A few months ago I visited a rapidly growing church in South Carolina that is primarily attracting young adults to their worship services. It was an exciting experience and I wrote about it in my blog the following week. That blog was recently published in the Baptist Courier, which is the official newspaper for the South Carolina Baptist Convention. Though many in South Carolina read the article and rejoiced that God was doing such a powerful thing among young adults in their area, one pastor wrote to say he disagreed with my observations. Though I want to be careful not to judge my brother in Christ, his comments highlight what I see as a disturbing trend developing in some traditional churches. I call it "tradition idolatry."
When I refer to tradition idolatry what I mean is the tendency to assume that following one's religious traditions is that same thing as following God. Don't get me wrong, many cherished church traditions are very meaningful and it would be sad to see them neglected. But cherished traditions are not equal to Biblical mandates. Churches must never give up biblical mandates, but they may alter their traditions many times over the lifetime of a congregation.
After all, most traditions in churches were simply products of their time and were convenient ways to do things when they were developed. Times have changed but in many churches, the traditions remain. For example, many traditional churches have Sunday morning worship at 11 AM. That was a time that worked well for the farmers that made up many congregations when American culture was more agricultural oriented. But that particular time slot is not as convenient as it once was, yet the tradition remains in many churches. Churches that forget the point of worship, which is to honor and glorify God in spirit and in truth, and instead focus on the time slot are in danger of practicing tradition idolatry.

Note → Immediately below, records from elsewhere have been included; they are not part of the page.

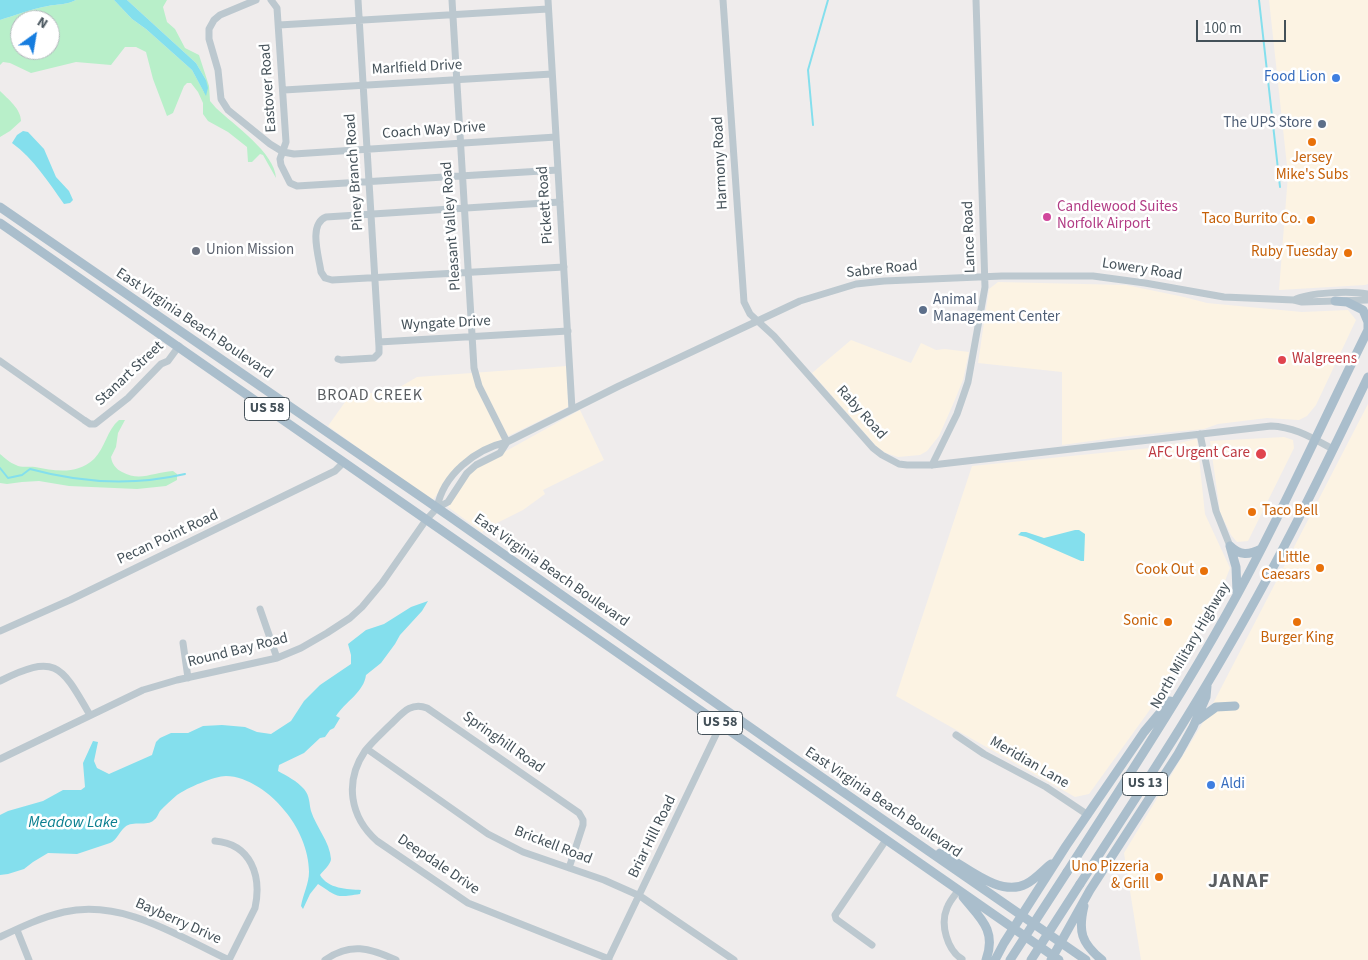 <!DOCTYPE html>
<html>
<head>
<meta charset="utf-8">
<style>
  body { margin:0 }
  #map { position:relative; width:1368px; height:960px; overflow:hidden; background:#efecec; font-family:"Source Sans 3",sans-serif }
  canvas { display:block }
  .north { position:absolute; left:10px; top:10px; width:50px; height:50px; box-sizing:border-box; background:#fff; border:1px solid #b4b9bd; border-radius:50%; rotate:32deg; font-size:14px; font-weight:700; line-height:20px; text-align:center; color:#445159 }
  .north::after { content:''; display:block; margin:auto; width:18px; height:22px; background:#167ddf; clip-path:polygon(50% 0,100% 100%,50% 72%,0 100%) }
  .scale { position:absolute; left:1196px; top:20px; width:90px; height:22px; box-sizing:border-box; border:2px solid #445159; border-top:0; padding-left:6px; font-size:15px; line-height:18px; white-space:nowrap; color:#445159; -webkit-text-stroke:4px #fff; paint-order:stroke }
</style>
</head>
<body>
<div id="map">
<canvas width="1368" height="960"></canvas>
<div class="north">N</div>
<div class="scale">100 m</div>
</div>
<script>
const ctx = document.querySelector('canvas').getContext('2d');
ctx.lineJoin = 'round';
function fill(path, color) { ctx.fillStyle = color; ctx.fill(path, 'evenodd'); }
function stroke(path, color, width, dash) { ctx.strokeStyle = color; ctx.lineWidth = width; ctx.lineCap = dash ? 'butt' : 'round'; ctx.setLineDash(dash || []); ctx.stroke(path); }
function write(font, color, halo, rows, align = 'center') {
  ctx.font = font + ' "Source Sans 3",sans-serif'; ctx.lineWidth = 5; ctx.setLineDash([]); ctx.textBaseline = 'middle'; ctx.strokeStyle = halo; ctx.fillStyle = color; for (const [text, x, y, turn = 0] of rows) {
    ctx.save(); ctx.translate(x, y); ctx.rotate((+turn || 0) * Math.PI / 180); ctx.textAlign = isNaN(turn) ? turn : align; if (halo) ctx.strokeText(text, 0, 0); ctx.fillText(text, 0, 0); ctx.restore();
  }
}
fill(new Path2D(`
  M1269 0H1368V284L1365 285 1279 290 1288 175Z
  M998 282 1126 285 1184 297 1207 303 1302 312 1348 310 1356 320 1316 405 1307 416 1299 420 1267 418 1218 424 1204 429 1128 436 1062 445V372L978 363 989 289Z
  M851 340 911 363 921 343 936 350 945 349 969 352 963 380 954 402 939 436 927 451 920 455 898 457 886 453 878 448 812 373Z
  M567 366 568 407 502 439 459 464 432 501 328 426 350 395 393 391 417 377Z
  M1368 404V960H1141L1124 853 1205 719Z
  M580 410 604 460 543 490 545 494 523 510 489 527 482 532 448 507 464 479 479 466Z
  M1284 437 1293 440 1294 448 1248 541 1237 542 1231 535 1220 512 1210 441Z
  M1197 439 1205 514 1230 568 1216 604 1167 686 1089 794 1075 797 896 696 972 466 1160 447Z`), '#fcf3e3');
fill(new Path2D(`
  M76 0H114L132 19 146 29 192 70 204 92 206 80 196 63 127 0H167L163 7 167 22 175 29 185 48 199 55 209 86 210 101 216 108C234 125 275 153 276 178L263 155 260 154 252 162H248L247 147 228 132 208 121 203 114V103L198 92 191 83H187L184 86 173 113 167 116 153 79 146 52 136 47H125L111 65 76 62 31 73 10 63 3 62 0 65V20C16 15 31 9 48 6 57 4 67 5 76 0ZM20 20H50V50H20Z
  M0 91C8 99 21 109 21 121L10 131 0 137Z
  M119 420H125L118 433 116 447 111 457C112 464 116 469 122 472 140 482 154 472 173 471L177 474V480L166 486 137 489 69 486 39 481 22 482 7 484 0 483V454C5 458 10 463 16 465 21 468 29 466 35 467 55 471 77 475 94 459 105 448 107 430 119 420Z`), '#b8efc9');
fill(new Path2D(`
  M0 0H76C67 5 57 4 48 6 31 9 16 15 0 20Z
  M114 0H127L196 63 206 80 208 88 206 96 192 70 146 29 132 19Z
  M23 131 28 132 44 149 56 177 69 191 73 200 70 203 64 204C49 183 34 159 12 143L17 135Z
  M1075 530H1079L1085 534 1084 561H1081L1026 537 1018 535 1021 532H1026L1044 538Z
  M428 601 422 611 400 635 395 644 381 663 366 675C364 692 345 702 336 716L340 718 334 728 330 730 325 737 320 738 304 753 279 765 278 771C287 776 297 781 304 789 310 796 309 803 311 811 316 827 330 842 331 859 331 864 323 871 320 875 328 889 347 889 361 890L360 894C335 898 338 897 318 884L310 894 303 909 301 906C303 895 309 883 309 872 309 850 298 826 284 810 272 794 247 776 226 776 214 776 187 788 177 795 171 800 165 806 160 811 158 814 157 818 154 820 147 827 133 820 125 827 119 832 117 840 110 843L77 854 48 853 33 862 24 869 8 874 0 875V815L8 811 43 801 63 790H81L85 787 83 763 93 741 98 742 94 761 97 768 109 774 152 755 156 742 160 738 171 733H188L203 726 222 725 245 727 257 732 271 734 291 721 304 701 320 685 351 664V655L348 644 366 630 384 624 411 607Z`), '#84dfed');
stroke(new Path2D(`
  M1259 0 1280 187
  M813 125 808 70 828 0
  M0 468 8 478 22 475 30 469C81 483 133 486 185 474`), '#84dfed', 2);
stroke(new Path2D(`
  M256 0 220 15 214 20 209 29V39L218 70 221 99 228 110 270 144 283 152 294 154 556 137
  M271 0 277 8 286 142 280 159 281 165 290 183 297 186 558 170
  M452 0 474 368 479 386 507 442
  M548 0 572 409
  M723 0 744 302 750 314 774 336 873 448 882 455 899 464 907 465H932L1271 426C1295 427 1312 438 1333 449
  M279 25 548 9
  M284 90 552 74
  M560 202 326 217C308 224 319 257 321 272L325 278 332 280 564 267
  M1294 300C1309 292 1351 291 1368 294
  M379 342 568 331
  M338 359 341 360 374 358 379 353V347L358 0
  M0 361 84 420 90 424H95L128 398 161 364 168 361 179 346
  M1200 434 1216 511 1230 546
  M932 465 957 414 968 382 985 287 976 0
  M437 508C443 475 475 449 507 442L619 386 800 301 856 284 884 281 1002 276H1093L1145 283 1224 297 1294 300 1302 302 1368 300
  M260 609 277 658
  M0 631 70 600 335 471 343 463
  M183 643 188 678
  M0 681C56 653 61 665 90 715
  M956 735 984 754 1046 787 1088 815
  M367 749 488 834 523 852 604 880 640 896 734 960
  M0 759 143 690 177 680 277 658 301 648 327 633 350 618 362 607 382 583 426 520 437 508 448 502 467 473 476 465 500 453 507 442
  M215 841C251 844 262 876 255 908L229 960
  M569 868 583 825V820L579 813 427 708C410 701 401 715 389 726 381 734 372 742 365 751 344 782 350 817 377 841L468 903 609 959
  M958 891C954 896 949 902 947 908 940 924 947 950 962 959
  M17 930 29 960
  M0 937C21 927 42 917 64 912 123 899 178 936 229 960
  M872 945 836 919 835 915 886 840
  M325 960C350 942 370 948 396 960
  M608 960 721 724`), '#bcc8cf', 7);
stroke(new Path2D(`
  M0 207 449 516 794 758 1086 960
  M0 223 1059 960
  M1335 301 1347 302 1363 310 1368 322V330
  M1230 546 1236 567 1237 592
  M1230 546C1240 556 1249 555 1261 549
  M1198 720 1216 707 1235 706
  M940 853C965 865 999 898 1026 884 1036 879 1043 870 1051 864
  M1067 872C1121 787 1177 703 1226 615 1278 522 1321 425 1368 330
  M1080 884C1132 804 1184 725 1231 643 1281 557 1325 467 1368 377
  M963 897C980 918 997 930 986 960
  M1084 906C1078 931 1081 943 1102 960
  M995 960 1004 943 1066 846 1144 732 1170 701
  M1051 960 1090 890 1178 754 1193 727 1206 697 1207 686`), '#aabecc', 9);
stroke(new Path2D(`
  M1010 960 1067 872
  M1031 960 1080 884`), '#aabecc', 9);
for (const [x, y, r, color] of [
  [1336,78,5,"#3f7fe0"],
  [1322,124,5,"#5c6f8a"],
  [1312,142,5,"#e8710a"],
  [1047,217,5,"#d1479c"],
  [1311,220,5,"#e8710a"],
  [196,251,5,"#6b7280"],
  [1348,253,5,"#e8710a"],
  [923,310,5,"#5c6f8a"],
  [1282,360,5,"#e0444e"],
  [1261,454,6,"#e0444e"],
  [1252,512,5,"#e8710a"],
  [1320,568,5,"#e8710a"],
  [1204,571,5,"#e8710a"],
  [1168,622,5,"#e8710a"],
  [1297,622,5,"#e8710a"],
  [1211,785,5,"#3f7fe0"],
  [1159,877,5,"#e8710a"]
]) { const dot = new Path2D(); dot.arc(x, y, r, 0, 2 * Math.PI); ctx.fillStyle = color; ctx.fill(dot); stroke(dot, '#fff', 2); }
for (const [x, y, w] of [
  [267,409,45],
  [720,723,45],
  [1145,784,45]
]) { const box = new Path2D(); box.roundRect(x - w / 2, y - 11.5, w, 23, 4); ctx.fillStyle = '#fff'; ctx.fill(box); stroke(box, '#445159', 1); }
write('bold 14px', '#445159', null, [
  ["US 58",267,409],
  ["US 58",720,723],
  ["US 13",1145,784]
]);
write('15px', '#445159', '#fff', [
  ["Marlfield Drive",417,68,-3],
  ["Eastover Road",269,88,-94],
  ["Coach Way Drive",434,131,-4],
  ["Harmony Road",721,163,-93],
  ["Piney Branch Road",355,172,-94],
  ["Pickett Road",546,205,-94],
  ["Pleasant Valley Road",452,226,-94],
  ["Lance Road",970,237,-92],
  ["Sabre Road",882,270,-6],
  ["Lowery Road",1142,270,9],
  ["East Virginia Beach Boulevard",194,324,34],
  ["Wyngate Drive",446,324,-3],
  ["Stanart Street",130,374,-43],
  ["Raby Road",861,413,48],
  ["Pecan Point Road",168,538,-25],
  ["East Virginia Beach Boulevard",551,571,35],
  ["North Military Highway",1191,646,-60],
  ["Round Bay Road",238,651,-14],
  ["Springhill Road",503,743,35],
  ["Meridian Lane",1029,763,30],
  ["East Virginia Beach Boulevard",883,803,34],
  ["Briar Hill Road",653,837,-64],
  ["Brickell Road",553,846,21],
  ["Deepdale Drive",438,865,34],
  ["Bayberry Drive",178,922,24]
]);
write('15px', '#366cbe', '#fff', [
  ["Food Lion",1326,78],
  ["Aldi",1221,785,"left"]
], 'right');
write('15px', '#4e5e75', '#fff', [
  ["The UPS Store",1312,124],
  ["Animal",933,301,"left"],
  ["Management Center",933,318,"left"]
], 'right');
write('15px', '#c56008', '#fff', [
  ["Jersey",1312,159,"center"],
  ["Mike's Subs",1312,176,"center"],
  ["Taco Burrito Co.",1301,220],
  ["Ruby Tuesday",1338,253],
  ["Taco Bell",1262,512,"left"],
  ["Little",1310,559],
  ["Caesars",1310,576],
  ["Cook Out",1194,571],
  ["Sonic",1158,622],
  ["Burger King",1297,639,"center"],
  ["Uno Pizzeria",1149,868],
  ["& Grill",1149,885]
], 'right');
write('15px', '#b23c85', '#fff', [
  ["Candlewood Suites",1057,208],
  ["Norfolk Airport",1057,225]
], 'left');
write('15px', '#5b616d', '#fff', [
  ["Union Mission",206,251]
], 'left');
write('15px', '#be3a42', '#fff', [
  ["Walgreens",1292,360],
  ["AFC Urgent Care",1250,454,"right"]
], 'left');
ctx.letterSpacing = '1px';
write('16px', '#595d61', '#fff', [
  ["BROAD CREEK",370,396]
]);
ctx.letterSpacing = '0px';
write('italic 16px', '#0b7f90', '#fff', [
  ["Meadow Lake",73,823]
]);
ctx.letterSpacing = '1px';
write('bold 20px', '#595d61', '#fff', [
  ["JANAF",1239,883]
]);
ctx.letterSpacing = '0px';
</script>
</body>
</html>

Perhaps the time slot is not important to some churches, but what about the instruments used in worship? Certain instruments were popular a generation ago, but different instruments may be popular today. The point is not the instruments themselves, but how those instruments are used to glorify God. More traditional churches may use a hymn book while less traditional churches may project the words on the wall. Both are products of the times and neither is mandated in Scripture. What congregations need to be taught is how to worship with a heart that is focused on God not on self. While traditions may have an allure of "godliness," they are often simply catered to "self" because we feel comfortable with our traditions. Sadly, when people choose to follow their traditions instead of following the Bible, the boundary of tradition idolatry has been crossed.
Churches that have begun to hold to their traditions more than to timeless Biblical principles cannot expect to be blessed by God. God has never blessed idolatry, nor will He ever bless it. Let us each examine our hearts to see where we are placing our trust. Is it in the traditions of men or in the Word of Truth?